Les villes ont donc lancé des initiatives et des constructions pour favoriser l’écosystème des start-ups : elles ont acquis, grâce aux start-ups, des pôles externalisés de Recherche et de Développement, au même titre que les grandes entreprises qui les développent en interne.

Et si les villes ne les ont pas affichées au salon Viva Technology, c’est parce que les start-ups sont indépendantes, les villes n’intervenant que dans un rôle de soutien et d’accompagnement. Mais si le succès de cette stratégie est indéniable, il reste que ces expérimentations font face aux mêmes problématiques que les start-ups : comment développer les projets à grande échelle ? Comment faire en sorte, que d’un quartier, le mode de vie inventé dans ces espaces soit diffusé à l’échelle d’une grande ville? Et ce n’est pas la seule question que pose cette stratégie.
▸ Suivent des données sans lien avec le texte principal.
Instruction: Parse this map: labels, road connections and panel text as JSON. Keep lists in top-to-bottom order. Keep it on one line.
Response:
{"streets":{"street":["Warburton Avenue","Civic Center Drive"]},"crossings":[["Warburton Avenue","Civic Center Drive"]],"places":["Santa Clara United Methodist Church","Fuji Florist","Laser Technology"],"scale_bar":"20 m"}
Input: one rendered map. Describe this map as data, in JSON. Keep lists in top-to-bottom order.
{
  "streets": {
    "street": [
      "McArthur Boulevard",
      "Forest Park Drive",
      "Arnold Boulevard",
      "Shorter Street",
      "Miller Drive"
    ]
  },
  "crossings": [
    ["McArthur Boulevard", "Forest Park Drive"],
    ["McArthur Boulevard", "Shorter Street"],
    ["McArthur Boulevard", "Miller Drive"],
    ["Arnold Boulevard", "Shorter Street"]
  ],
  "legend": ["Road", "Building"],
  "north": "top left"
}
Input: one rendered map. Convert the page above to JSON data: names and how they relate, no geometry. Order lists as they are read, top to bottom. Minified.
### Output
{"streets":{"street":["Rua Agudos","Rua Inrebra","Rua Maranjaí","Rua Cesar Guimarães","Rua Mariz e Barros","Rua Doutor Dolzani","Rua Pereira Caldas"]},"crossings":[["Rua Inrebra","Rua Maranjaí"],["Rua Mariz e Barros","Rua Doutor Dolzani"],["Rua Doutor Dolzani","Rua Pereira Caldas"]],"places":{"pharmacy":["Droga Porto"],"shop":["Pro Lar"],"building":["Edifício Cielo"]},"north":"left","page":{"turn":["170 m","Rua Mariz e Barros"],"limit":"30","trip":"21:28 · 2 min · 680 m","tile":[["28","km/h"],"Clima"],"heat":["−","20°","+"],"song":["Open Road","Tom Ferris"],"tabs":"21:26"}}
Si les start-ups représentent ce rôle externalisé de recherche et de développement pour les villes, celles-ci apparaissent aujourd’hui aussi très dépendantes de ces acteurs privés, alors même qu’elles doivent rester des tiers de confiance. Comment les villes peuvent-elles participer à la course à l’innovation technologique au service du secteur public tout en restant le tiers de confiance, et sans ralentir les écosystèmes qui se créent aujourd’hui autour d’elles ?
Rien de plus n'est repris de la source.